April 23, 2024 – Intervenor Status

“The test for intervention is well-established and needs no amplification. As Dubin C.J.O. held in Peel (Regional Municipality) v. Great Atlantic & Pacific Co. of Canada Ltd. (1990), 1990 CanLII 6886 (ON CA), 74 O.R. (2d) 164 (C.A.), at p. 167:

Although much has been written as to the proper matters to be considered in determining whether an application for intervention should be granted, in the end, in my opinion, the matters to be considered are the nature of the case, the issues which arise and the likelihood of the applicant being able to make a useful contribution to the resolution of the appeal without causing injustice to the immediate parties.

I start with the proposition that this is a private dispute. Where intervention is sought in a private dispute of this nature, as opposed to one involving the state, the standard to be met by the proposed intervener is “more onerous or more stringently applied”: Jones v. Tsige (2011), 2011 CanLII 99894 (ON CA), 106 O.R. (3d) 721 (C.A.), at para. 23.
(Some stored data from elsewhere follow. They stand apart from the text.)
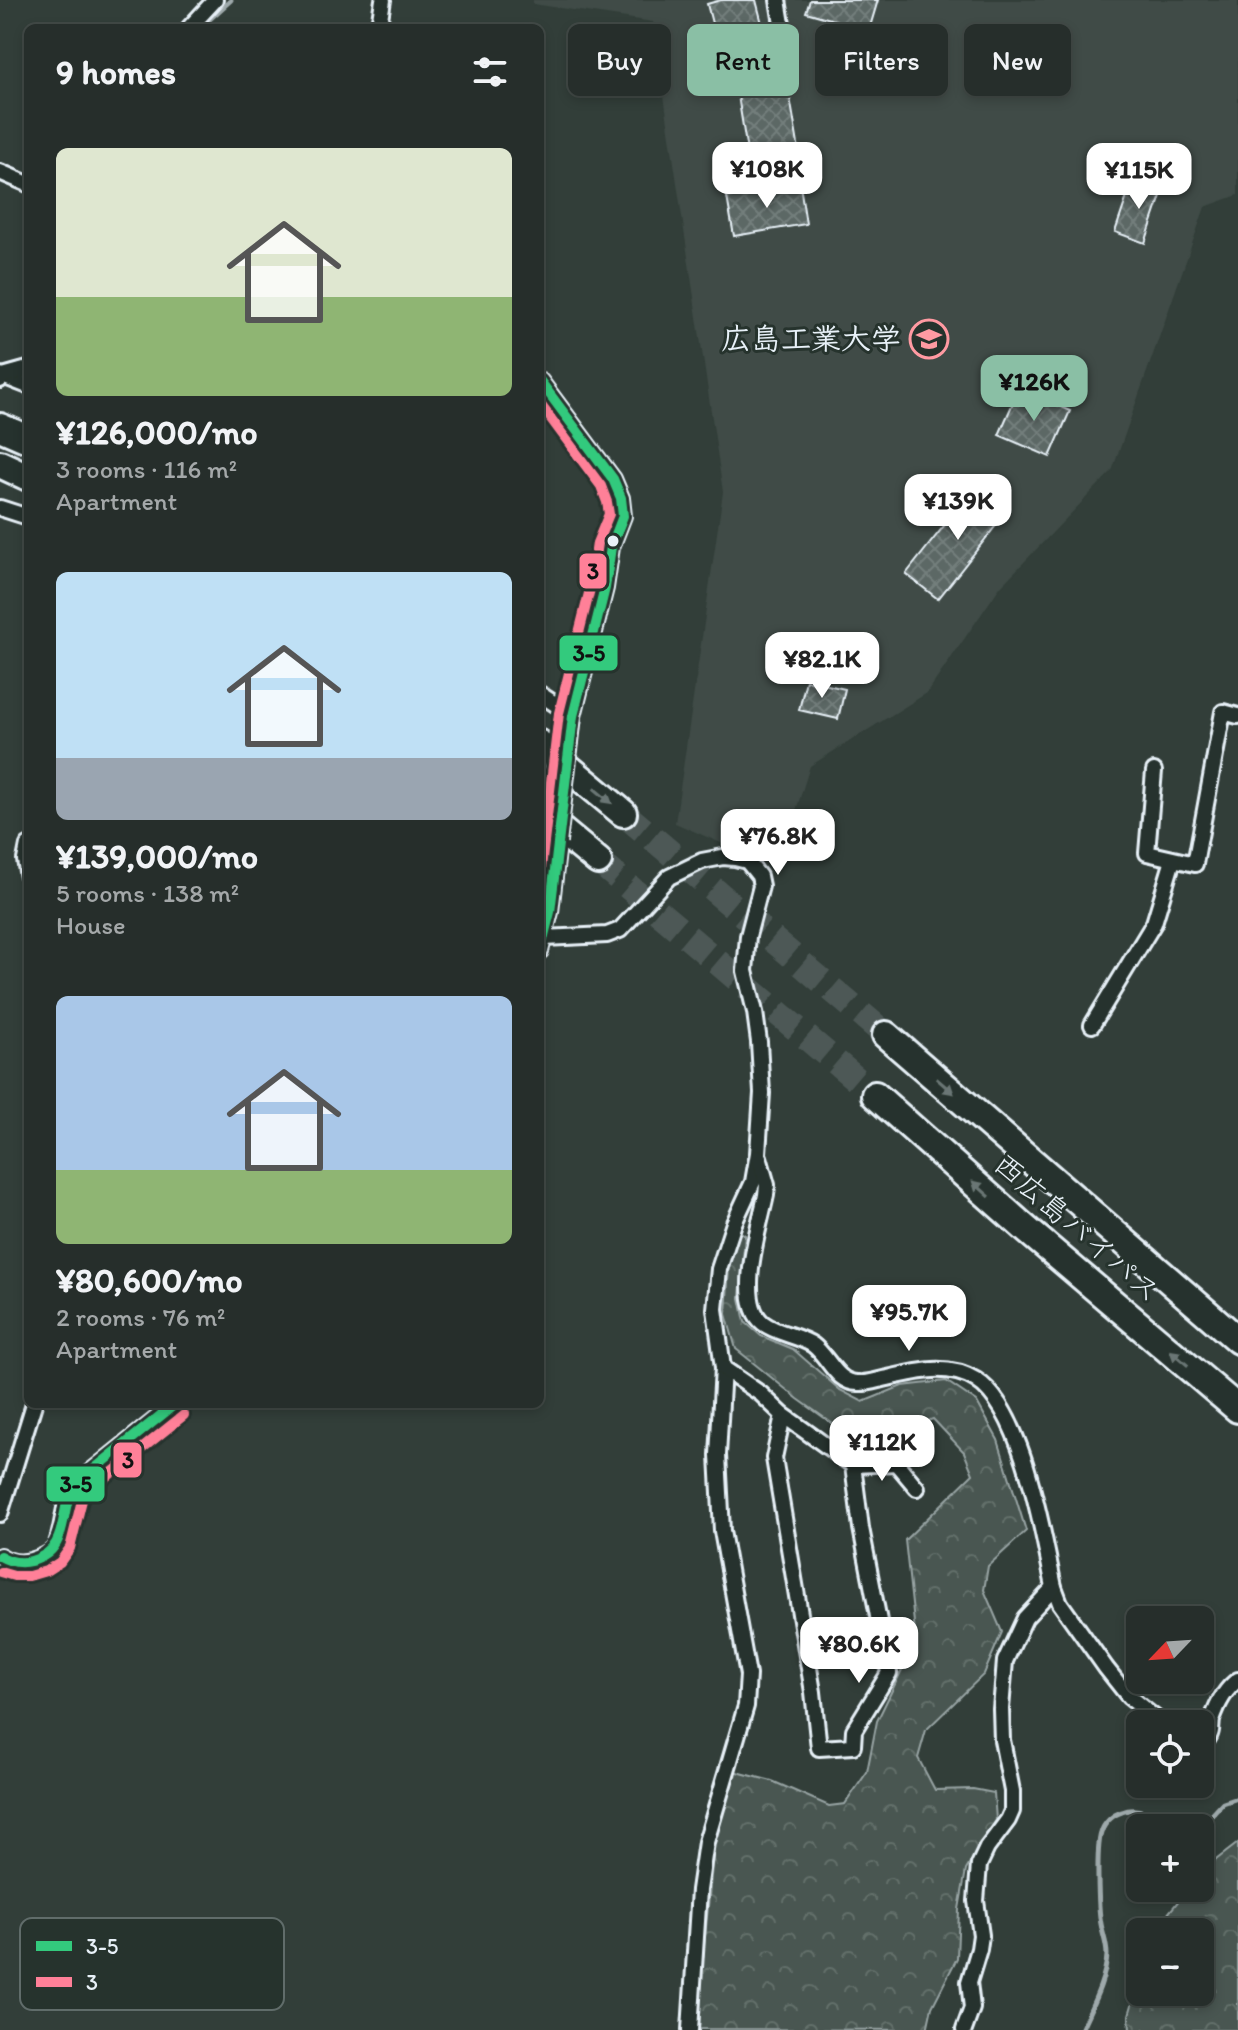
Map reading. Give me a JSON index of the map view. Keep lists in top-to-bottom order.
{
  "streets": {
    "highway": ["西広島バイパス"]
  },
  "places": {
    "school or university": ["広島工業大学"]
  },
  "lines": ["transit line 3-5", "transit line 3"],
  "legend": ["3-5", "3"],
  "north": "bottom left",
  "page": {
    "chip": [
      "Buy",
      "Rent",
      "Filters",
      "New"
    ],
    "heading": "9 homes",
    "list": [
      {
        "name": "¥126,000/mo",
        "note": "3 rooms · 116 m² · Apartment"
      },
      {
        "name": "¥139,000/mo",
        "note": "5 rooms · 138 m² · House"
      },
      {
        "name": "¥80,600/mo",
        "note": "2 rooms · 76 m² · Apartment"
      }
    ],
    "price": [
      "¥108K",
      "¥115K",
      "¥126K",
      "¥139K",
      "¥82.1K",
      "¥76.8K",
      "¥95.7K",
      "¥112K",
      "¥80.6K"
    ],
    "map_buttons": ["+", "−"]
  }
}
Although the proposed intervener was under no obligation to do so, it is often the case that when a motion to intervene is brought, and especially when it is brought on such short notice, a draft proposed factum is provided with that application. While the proposed intervener provided a very high-level overview of their main arguments, bringing a draft proposed factum would have permitted the parties to know the proposed intervener’s precise position and would have allowed for an immediate filing should the motion be granted. The date of the hearing of the appeal has been known for some time, certainly prior to JFCY’s first notice to counsel of their wish to seek intervener status.”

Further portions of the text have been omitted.